Unit is the second studio album by Australian rock band Regurgitator, released in November 1997. Its style is a mixture of 1980s style synthesised pop music and alternative rock, with some hip hop influences. The album debuted and peaked at number 4 on the ARIA Charts. At the ARIA Music Awards of 1998, the album won five ARIA Music Awards; including ARIA Award for Album of the Year.

In October 1998, the album was re-released as Unit Re-Booted, which included the album's five music videos.

The album was re-issued on vinyl by Valve in October 2013.

Prior to recording
Regurgitator had just completed their eleventh extensive Australian tour (with The Fauves and Tomorrow People), when they planned to start recording a follow-up to their first album, Tu-Plang. This was delayed when the band decided to make their third trip to America to do a tour with bands Helmet and The Melvins. Yeomans said of the tour, "I remember being completely frightened the whole time. They were real hard-arses. Helmet were a little army unit, and their fans were fucking really intense, really aggressive guys. Yeah, really full-on.

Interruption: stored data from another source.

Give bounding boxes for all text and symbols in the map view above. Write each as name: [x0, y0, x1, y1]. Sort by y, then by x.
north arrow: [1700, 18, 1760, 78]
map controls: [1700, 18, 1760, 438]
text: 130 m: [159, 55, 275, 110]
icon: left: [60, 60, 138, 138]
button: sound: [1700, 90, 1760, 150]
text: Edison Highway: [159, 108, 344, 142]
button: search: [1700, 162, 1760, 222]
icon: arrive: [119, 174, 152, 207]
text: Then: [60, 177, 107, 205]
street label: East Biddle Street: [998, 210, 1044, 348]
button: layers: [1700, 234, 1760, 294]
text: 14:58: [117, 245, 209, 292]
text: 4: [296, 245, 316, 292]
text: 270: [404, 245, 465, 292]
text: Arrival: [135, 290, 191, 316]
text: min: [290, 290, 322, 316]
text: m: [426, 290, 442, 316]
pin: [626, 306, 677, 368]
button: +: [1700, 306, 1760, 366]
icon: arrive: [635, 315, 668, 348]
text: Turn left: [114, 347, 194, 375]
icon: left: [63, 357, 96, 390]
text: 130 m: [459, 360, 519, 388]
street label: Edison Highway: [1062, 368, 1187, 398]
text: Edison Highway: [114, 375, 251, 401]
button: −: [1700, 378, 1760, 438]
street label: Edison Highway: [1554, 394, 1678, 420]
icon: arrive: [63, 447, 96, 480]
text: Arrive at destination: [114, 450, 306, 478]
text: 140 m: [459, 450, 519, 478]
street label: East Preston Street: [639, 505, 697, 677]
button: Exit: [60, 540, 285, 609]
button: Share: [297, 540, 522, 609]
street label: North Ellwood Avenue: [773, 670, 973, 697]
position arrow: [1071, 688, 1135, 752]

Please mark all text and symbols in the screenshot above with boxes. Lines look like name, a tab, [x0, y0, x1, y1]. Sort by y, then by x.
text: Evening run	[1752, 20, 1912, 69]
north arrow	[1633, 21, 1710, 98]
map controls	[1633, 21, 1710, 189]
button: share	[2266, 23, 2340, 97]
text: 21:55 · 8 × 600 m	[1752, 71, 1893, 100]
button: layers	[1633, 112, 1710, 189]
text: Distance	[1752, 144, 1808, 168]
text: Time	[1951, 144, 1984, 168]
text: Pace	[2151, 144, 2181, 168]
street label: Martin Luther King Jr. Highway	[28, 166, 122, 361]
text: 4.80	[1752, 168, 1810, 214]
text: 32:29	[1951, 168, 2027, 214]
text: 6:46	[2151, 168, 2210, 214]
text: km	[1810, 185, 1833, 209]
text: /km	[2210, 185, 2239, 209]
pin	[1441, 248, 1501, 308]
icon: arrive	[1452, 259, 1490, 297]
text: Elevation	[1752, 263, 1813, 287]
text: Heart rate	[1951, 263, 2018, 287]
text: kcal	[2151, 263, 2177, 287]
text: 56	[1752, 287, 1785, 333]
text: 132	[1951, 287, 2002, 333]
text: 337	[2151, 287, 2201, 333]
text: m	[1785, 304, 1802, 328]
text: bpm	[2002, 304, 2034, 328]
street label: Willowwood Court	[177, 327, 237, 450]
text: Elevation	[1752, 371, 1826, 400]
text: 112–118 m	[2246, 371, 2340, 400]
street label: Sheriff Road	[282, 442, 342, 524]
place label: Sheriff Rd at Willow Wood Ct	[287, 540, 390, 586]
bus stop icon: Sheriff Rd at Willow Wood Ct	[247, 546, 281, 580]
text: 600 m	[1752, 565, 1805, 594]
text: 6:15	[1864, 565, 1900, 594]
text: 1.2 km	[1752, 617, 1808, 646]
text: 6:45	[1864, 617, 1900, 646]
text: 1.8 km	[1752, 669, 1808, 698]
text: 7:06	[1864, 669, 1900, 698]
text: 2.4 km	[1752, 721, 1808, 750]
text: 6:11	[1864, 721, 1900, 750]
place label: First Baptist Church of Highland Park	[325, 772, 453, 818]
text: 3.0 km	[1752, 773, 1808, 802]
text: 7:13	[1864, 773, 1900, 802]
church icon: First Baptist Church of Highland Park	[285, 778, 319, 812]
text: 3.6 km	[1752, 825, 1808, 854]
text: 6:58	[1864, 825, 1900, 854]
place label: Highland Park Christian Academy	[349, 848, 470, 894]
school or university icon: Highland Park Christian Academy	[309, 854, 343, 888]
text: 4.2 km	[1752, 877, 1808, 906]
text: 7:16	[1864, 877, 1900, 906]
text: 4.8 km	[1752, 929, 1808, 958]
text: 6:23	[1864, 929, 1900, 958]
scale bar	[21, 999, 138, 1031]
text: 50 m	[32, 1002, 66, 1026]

So maybe it did have an effect." In 2008, manager Paul Curtis recalled that Yeomans had also stated "thank god Grinspoon came along because they took all the male angst away from our shows".

The Dirty Room
Upon return, the group rented a condemned warehouse in Brisbane's Fortitude Valley to write and record Unit. They affectionately named this studio "The Dirty Room". Yeomans said, "Martin did a lot of the set up – Magoo as well – and they put in carpet underlay that they'd found somewhere that was just filthy. Ergh! It had this real soporific effect as soon as you walked in and you just wanted to fall asleep. One of the funny stories is Rob Cavallo coming in to have a listen to one of the tracks, and he just fell asleep on this piss-stained mattress we had lying on the ground. It was a really dingy vibe."

Writing and recording 

Regurgitator had begun experimenting with drum machines and synthesizers on their first album, Tu-Plang. Amongst the gear that Yeomans and Ely were using at the time was the Clavia Nord Lead, the Akai S3000XL, the  Farfisa Super Bravo Organ and the newly released  Roland MC-303 "Groovebox, which featured on a number of tracks including "Unit" and "Polyester Girl". Ely stated that the track that ultimately helped the band decide the change in musical direction was the ironically-titled "I Like Your Old Stuff Better Than Your New Stuff", which began as a punk rock track with some keyboard but gradually "breaking it down with a more minimal keyboard heavy sound, leaving off most of the distorted guitar attack, and adding a vocoder gave the song something we were excited and terrified by at the same". After 6 weeks of recording, the album was completed on 2 August 1997.

Cover art
The cover is a large, plain yellow circle centred on a plain silver background. On the outside surface of the jewel CD case is a transparent sticker with the words "REGURGITATOR" and "UNIT" printed in black for identification in stores. This minimalist design, credited to "The Shits" (Quan Yeomans and Janet English) and Ben Ely, won the 1998 ARIA award for best cover art.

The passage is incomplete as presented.